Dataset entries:
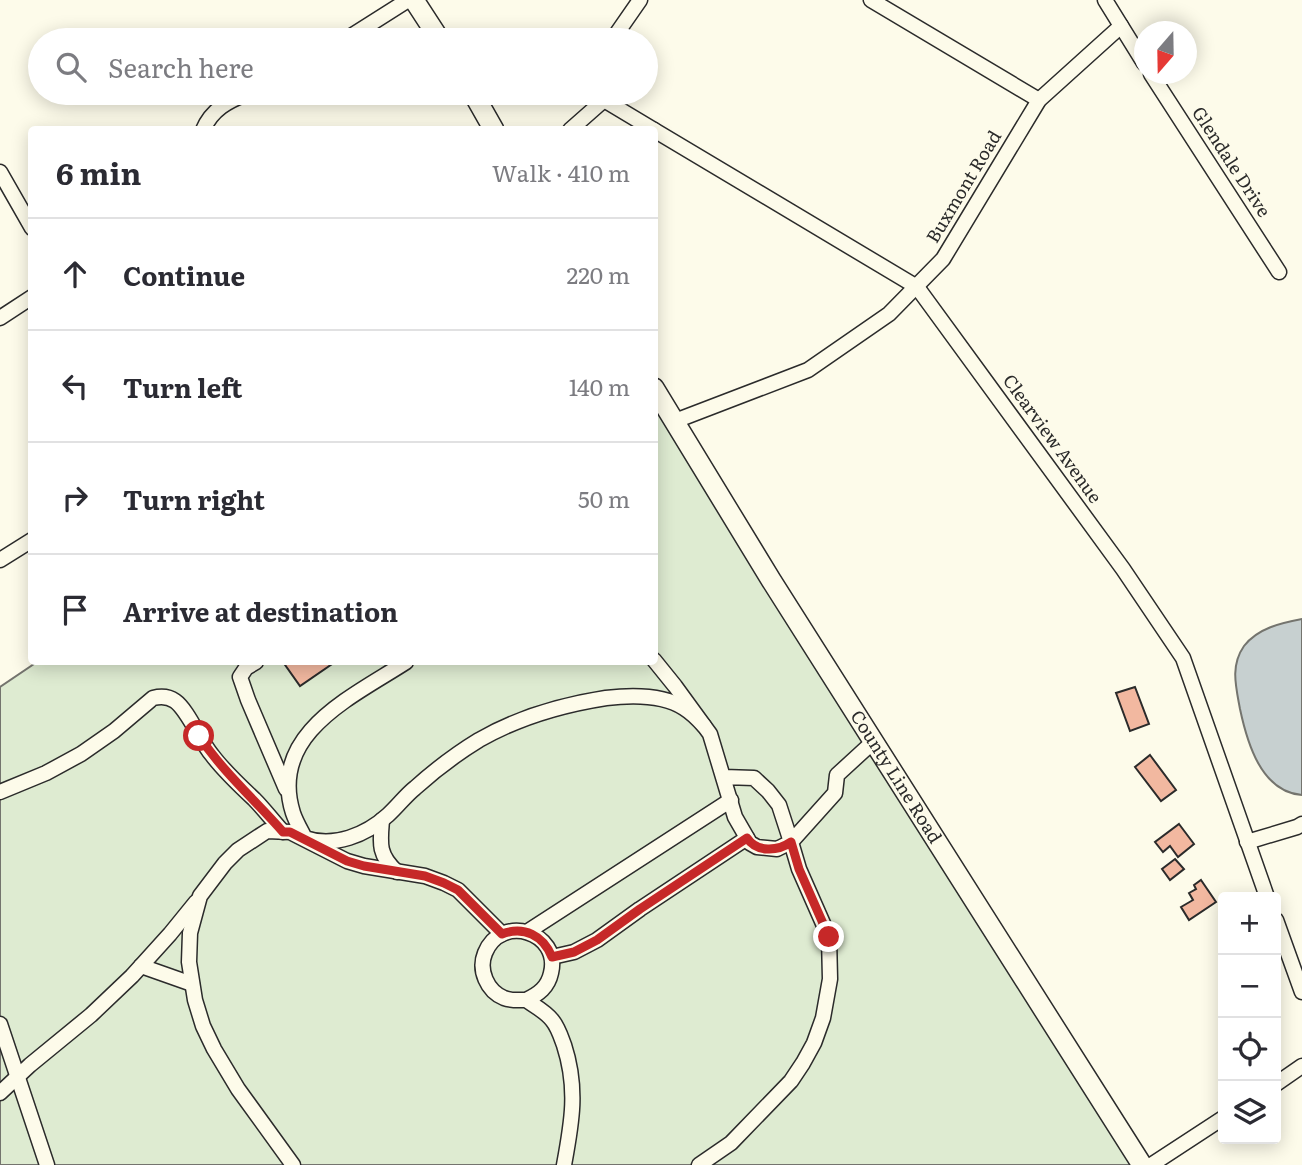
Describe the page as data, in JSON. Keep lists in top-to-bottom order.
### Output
{
  "streets": {
    "main road": ["County Line Road"],
    "street": ["Glendale Drive", "Buxmont Road", "Clearview Avenue"]
  },
  "crossings": [
    ["Buxmont Road", "Clearview Avenue"],
    ["Buxmont Road", "County Line Road"]
  ],
  "north": "bottom",
  "page": {
    "search": "Search here",
    "heading": ["6 min", "Walk · 410 m"],
    "list": [
      ["Continue", "220 m"],
      ["Turn left", "140 m"],
      ["Turn right", "50 m"],
      "Arrive at destination"
    ],
    "map_buttons": ["+", "−"]
  }
}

__PROMPT__
Set down each entry again exactly as written. Pictures stay out.

__RESPONSE BELOW__
Describe the page as data, in JSON. Keep lists in top-to-bottom order.
### Output
{
  "streets": {
    "main road": ["County Line Road"],
    "street": ["Glendale Drive", "Buxmont Road", "Clearview Avenue"]
  },
  "crossings": [
    ["Buxmont Road", "Clearview Avenue"],
    ["Buxmont Road", "County Line Road"]
  ],
  "north": "bottom",
  "page": {
    "search": "Search here",
    "heading": ["6 min", "Walk · 410 m"],
    "list": [
      ["Continue", "220 m"],
      ["Turn left", "140 m"],
      ["Turn right", "50 m"],
      "Arrive at destination"
    ],
    "map_buttons": ["+", "−"]
  }
}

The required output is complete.